Calliope was one who firmly believed that “children should be seen and not heard.” She had little to say to Charlotte, and less to any of the boys. She merely kept herself to herself, without being rude about it. I found this made her more interesting, and both Midge and I admired her no end.

But the King lived in fear of his wife, for there was no love between them anymore. I never heard them exchange a kindly word, never saw one even smile at the other. They kept as distant as the ship would allow them. It was no wonder that the King nearly had a fainting spell when Calliope came storming up that day.

She spat a stream of brown juice at his feet, and held out her hand for the sextant. The little King very meekly did as he was directed. He didn’t utter a word until she was safely below, when he suddenly found his courage. “What a woman! What a tigress!” he said. “How would you like to have
her
as a mother, Tom Tin?”

I wouldn’t have minded. In fact, I’d thought about that very thing. During long turns at the wheel I had amused myself by thinking how different my life might have been if my father had married someone like Calliope. I would have grown up loving the sea instead of fearing it, sharing—not mocking—my father’s lonely dreams. But now I had to laugh, for I saw that it would have made no difference in the end. My river of fate would still have brought me to this exact spot—at the wheel of a ship in the middle of the ocean, with Calliope King as the navigator.

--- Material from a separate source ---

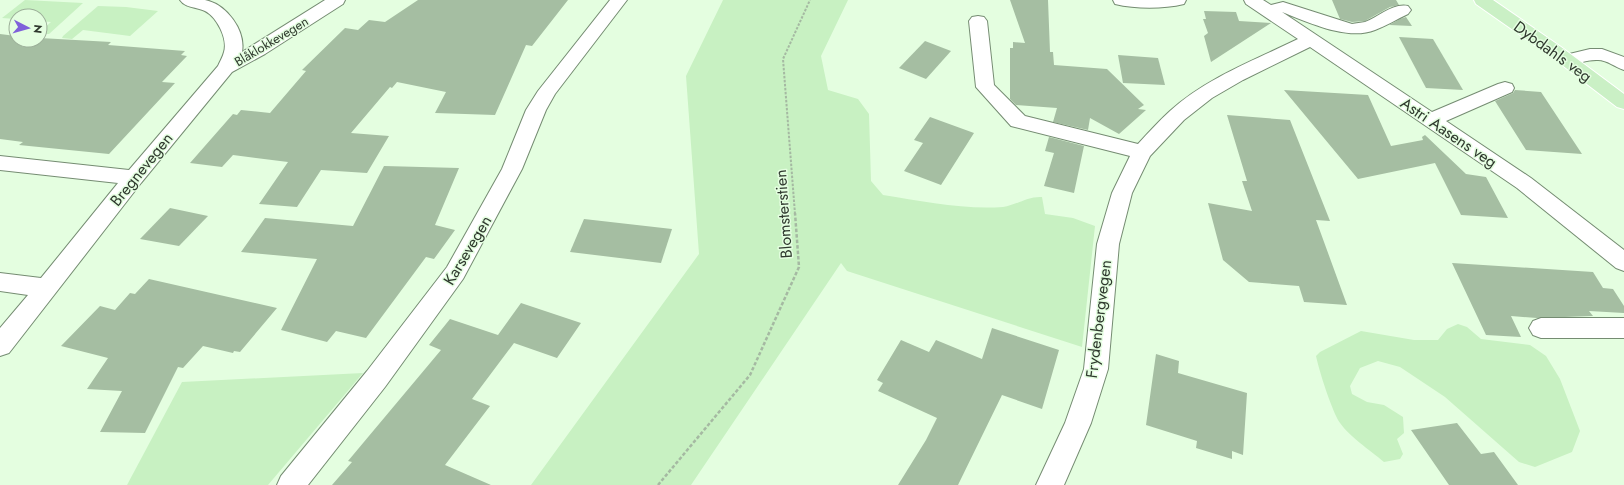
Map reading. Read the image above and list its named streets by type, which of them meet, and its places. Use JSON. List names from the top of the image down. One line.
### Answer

So when the little King asked how I’d like to have his
wife as a mother, I thought of many things, and gave a strange answer. “I hope I still
have
a mother.”

“What do you mean?” he asked.

“It’s a long story,” said I.

“It’s a long voyage,” said he, with a shrug.

I was hesitant to begin my tale. Though I’d come to like the man, he was still a slaver and a liar, not the sort of fellow I cared to trust. I heard a flutter of canvas and looked up to see the wind rippling across the topsail. Without thinking, I turned the wheel to catch the lifting breeze.

“Are you worried that she might be dead?” asked the King.

“Yes,” I said, surprised by his bluntness. “She was ill when I left.”

“Does she know about the Jolly Stone?” he asked, surprising me again. I couldn’t even guess how he’d learned of that.

“Oh, I’m not a wizard,” he said, laughing at my astonishment. “I’ve heard it all through Charlotte. Gaskin told her everything, you know—all about the diamond and the Darkey, and your father and the cannibals.”

Boggis, right then, was lumbering across the fo’c’sle deck. He leapfrogged over the capstan with Hay-yoo at his heels, and Charlotte a bit farther behind. They were playing at Gulliver in the land of Lilliput, and it didn’t matter that Gulliver was smaller than the Lilliputians.

“I hear your father was Redman Tin,” said the King. “Gaskin told Charlotte that he was—”

“Is,”
I said sharply. “My father
is
Redman Tin, do you
understand? He’s still on that island, and he’s still alive, and I’ll see him again one day. We’ll sail together, my father and I.”

“Good for you, Tom Tin,” said the King. “That’s the spirit. Never surrender, what?” He clapped me on the back. “You’ll send a ship for him, will you? Dispatch the navy?”

I wasn’t certain what I’d do. “Somehow I’ll save him,” I said. “I’ll do what’s right by him.”